What is the number of lines in the data that include the string "linejoin"? Give it by itself.
==== Extracted records ====
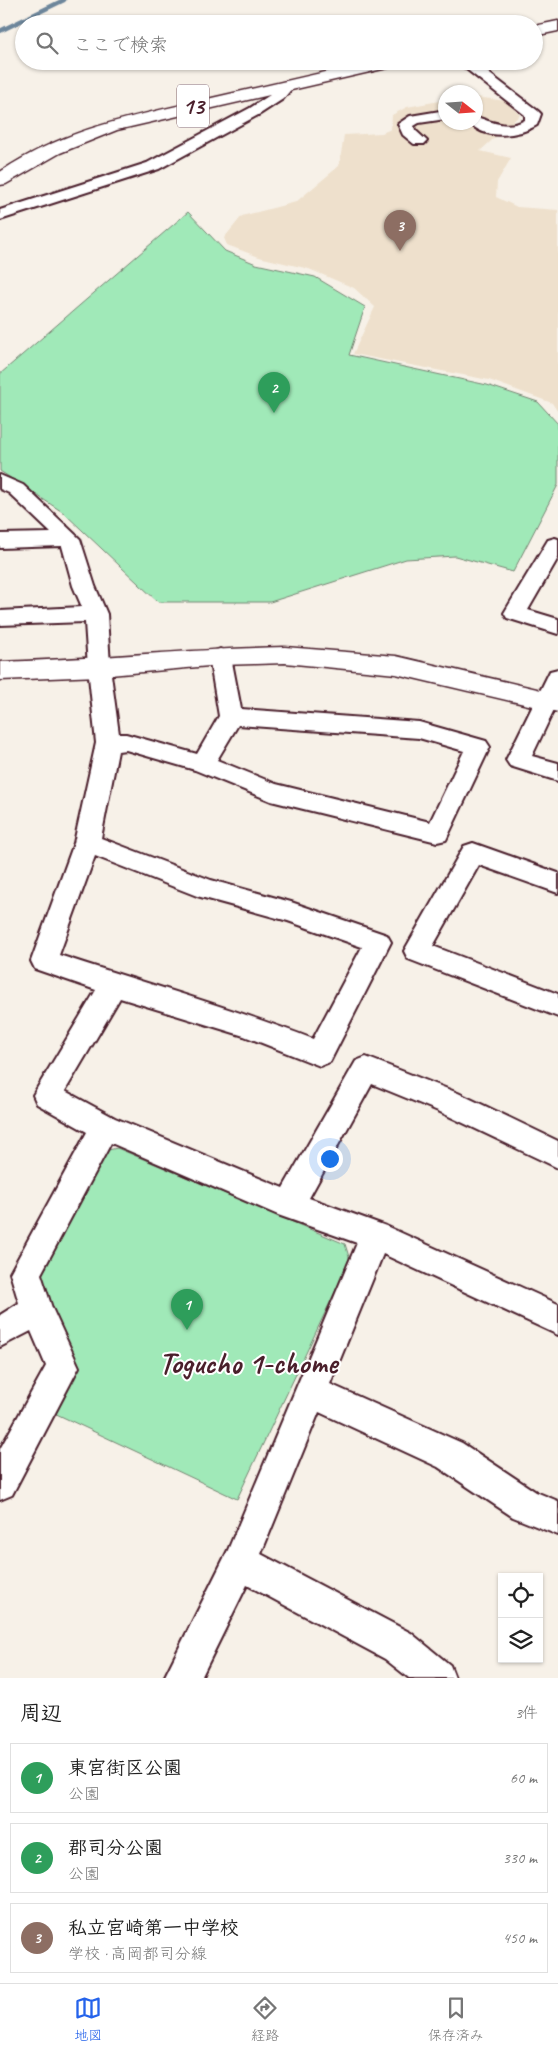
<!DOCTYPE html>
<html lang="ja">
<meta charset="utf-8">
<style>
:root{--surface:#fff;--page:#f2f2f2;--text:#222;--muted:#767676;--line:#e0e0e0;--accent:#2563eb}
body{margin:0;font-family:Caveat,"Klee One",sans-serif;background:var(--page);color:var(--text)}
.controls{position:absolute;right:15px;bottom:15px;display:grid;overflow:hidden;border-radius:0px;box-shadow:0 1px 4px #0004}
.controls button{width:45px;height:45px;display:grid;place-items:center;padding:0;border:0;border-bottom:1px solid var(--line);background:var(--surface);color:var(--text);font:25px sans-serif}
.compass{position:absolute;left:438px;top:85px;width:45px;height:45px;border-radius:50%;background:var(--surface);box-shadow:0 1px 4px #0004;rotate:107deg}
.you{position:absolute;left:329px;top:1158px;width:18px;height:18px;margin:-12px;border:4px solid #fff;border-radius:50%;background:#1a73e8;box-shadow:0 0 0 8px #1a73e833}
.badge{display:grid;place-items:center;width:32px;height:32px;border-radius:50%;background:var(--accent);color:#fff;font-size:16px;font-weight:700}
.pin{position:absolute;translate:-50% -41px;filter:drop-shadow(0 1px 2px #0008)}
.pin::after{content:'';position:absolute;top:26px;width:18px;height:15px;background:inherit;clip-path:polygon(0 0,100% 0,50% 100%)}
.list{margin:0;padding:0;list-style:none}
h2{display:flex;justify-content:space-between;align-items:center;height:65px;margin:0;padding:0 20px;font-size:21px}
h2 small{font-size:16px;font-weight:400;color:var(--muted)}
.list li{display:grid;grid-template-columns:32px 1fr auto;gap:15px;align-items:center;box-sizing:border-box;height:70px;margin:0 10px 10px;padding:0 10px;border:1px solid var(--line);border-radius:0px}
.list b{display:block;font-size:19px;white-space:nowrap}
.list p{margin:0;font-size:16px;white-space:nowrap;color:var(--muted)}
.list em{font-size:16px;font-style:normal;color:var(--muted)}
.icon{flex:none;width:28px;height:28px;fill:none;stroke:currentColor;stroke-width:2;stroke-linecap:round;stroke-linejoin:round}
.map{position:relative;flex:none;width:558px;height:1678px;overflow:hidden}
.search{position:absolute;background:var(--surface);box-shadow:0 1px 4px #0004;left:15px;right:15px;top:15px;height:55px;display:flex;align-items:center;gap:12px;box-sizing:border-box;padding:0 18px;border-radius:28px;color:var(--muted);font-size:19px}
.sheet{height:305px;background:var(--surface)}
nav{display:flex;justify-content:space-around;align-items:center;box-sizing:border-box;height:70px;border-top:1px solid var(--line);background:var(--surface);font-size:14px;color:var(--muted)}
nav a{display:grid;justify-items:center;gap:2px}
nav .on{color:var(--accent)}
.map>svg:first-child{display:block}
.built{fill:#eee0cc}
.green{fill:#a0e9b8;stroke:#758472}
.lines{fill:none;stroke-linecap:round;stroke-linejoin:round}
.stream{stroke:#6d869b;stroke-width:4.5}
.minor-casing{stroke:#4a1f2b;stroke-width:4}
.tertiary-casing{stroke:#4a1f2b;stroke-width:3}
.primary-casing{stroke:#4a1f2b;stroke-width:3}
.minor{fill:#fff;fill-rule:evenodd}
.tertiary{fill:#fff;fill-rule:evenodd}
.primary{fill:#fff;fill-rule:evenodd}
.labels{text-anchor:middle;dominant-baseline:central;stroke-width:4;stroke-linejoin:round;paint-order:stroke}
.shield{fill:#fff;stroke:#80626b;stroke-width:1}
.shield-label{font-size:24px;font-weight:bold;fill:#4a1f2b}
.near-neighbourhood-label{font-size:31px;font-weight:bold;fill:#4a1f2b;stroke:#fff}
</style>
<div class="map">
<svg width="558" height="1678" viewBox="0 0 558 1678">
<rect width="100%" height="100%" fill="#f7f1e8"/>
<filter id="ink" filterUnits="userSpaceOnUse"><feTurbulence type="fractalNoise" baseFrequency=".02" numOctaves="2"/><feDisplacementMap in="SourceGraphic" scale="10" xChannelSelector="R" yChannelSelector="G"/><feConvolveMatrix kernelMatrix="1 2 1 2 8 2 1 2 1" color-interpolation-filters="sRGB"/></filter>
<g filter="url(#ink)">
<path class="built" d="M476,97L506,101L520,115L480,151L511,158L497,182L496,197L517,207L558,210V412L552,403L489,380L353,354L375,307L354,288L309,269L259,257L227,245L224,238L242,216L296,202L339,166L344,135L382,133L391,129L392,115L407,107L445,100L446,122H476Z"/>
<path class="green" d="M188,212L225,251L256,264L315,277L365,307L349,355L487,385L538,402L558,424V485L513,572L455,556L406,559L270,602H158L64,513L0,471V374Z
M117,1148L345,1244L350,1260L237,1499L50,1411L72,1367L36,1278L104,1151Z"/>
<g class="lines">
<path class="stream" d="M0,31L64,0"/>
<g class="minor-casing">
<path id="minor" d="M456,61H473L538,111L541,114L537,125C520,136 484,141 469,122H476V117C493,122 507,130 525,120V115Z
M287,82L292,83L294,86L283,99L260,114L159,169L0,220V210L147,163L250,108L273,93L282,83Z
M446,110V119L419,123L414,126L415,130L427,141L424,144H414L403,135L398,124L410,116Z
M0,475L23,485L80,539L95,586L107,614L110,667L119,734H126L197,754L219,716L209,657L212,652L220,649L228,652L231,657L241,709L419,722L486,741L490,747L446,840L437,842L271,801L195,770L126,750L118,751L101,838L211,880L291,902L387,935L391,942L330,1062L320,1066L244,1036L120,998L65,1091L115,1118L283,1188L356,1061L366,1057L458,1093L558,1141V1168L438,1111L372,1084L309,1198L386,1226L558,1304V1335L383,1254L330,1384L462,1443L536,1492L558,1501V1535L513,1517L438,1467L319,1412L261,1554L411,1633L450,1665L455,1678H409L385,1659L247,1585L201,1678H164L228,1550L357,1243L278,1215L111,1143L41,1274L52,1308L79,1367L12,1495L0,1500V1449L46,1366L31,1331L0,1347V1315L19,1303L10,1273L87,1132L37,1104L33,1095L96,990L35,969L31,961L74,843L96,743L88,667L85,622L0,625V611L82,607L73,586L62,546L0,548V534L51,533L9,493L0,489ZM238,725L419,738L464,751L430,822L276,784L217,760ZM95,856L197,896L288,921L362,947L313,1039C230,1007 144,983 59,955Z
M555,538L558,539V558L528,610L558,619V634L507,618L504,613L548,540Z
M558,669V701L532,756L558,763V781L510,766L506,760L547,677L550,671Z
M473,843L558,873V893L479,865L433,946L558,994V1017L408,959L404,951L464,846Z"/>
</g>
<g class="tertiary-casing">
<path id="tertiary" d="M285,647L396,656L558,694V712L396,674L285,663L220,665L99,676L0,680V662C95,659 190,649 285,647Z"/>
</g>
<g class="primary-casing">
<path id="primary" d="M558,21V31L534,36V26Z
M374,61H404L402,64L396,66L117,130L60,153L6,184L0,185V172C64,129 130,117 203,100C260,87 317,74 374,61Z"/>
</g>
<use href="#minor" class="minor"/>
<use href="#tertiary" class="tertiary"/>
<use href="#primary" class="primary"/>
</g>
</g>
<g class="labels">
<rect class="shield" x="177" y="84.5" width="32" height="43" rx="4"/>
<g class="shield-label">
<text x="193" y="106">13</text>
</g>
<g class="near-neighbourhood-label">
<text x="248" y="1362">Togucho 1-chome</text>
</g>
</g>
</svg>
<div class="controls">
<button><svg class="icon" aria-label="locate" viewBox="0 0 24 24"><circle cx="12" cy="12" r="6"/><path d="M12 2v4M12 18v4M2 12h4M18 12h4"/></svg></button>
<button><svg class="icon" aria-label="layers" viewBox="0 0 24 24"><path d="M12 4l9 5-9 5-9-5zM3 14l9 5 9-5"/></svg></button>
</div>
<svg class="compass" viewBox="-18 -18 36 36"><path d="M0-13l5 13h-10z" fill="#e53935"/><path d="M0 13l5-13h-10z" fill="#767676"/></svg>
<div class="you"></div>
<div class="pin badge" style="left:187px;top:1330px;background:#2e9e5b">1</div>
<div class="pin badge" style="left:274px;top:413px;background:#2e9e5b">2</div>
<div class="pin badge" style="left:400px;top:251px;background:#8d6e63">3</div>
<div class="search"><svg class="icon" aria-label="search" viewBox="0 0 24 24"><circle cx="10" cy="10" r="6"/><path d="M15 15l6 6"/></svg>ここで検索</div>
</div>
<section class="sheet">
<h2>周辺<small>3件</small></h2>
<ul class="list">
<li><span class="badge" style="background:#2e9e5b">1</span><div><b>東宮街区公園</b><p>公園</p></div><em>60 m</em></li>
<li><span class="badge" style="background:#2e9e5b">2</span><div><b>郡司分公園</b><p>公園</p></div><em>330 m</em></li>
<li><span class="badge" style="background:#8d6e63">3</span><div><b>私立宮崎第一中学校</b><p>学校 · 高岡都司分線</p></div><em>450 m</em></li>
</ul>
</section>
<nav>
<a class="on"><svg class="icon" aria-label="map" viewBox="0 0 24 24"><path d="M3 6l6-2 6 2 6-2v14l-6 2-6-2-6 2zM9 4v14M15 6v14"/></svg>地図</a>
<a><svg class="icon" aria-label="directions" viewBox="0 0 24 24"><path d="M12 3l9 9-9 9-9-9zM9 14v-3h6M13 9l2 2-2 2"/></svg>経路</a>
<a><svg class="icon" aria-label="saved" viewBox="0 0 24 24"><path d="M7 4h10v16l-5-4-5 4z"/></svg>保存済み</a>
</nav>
====
> _Exercise answer_:
3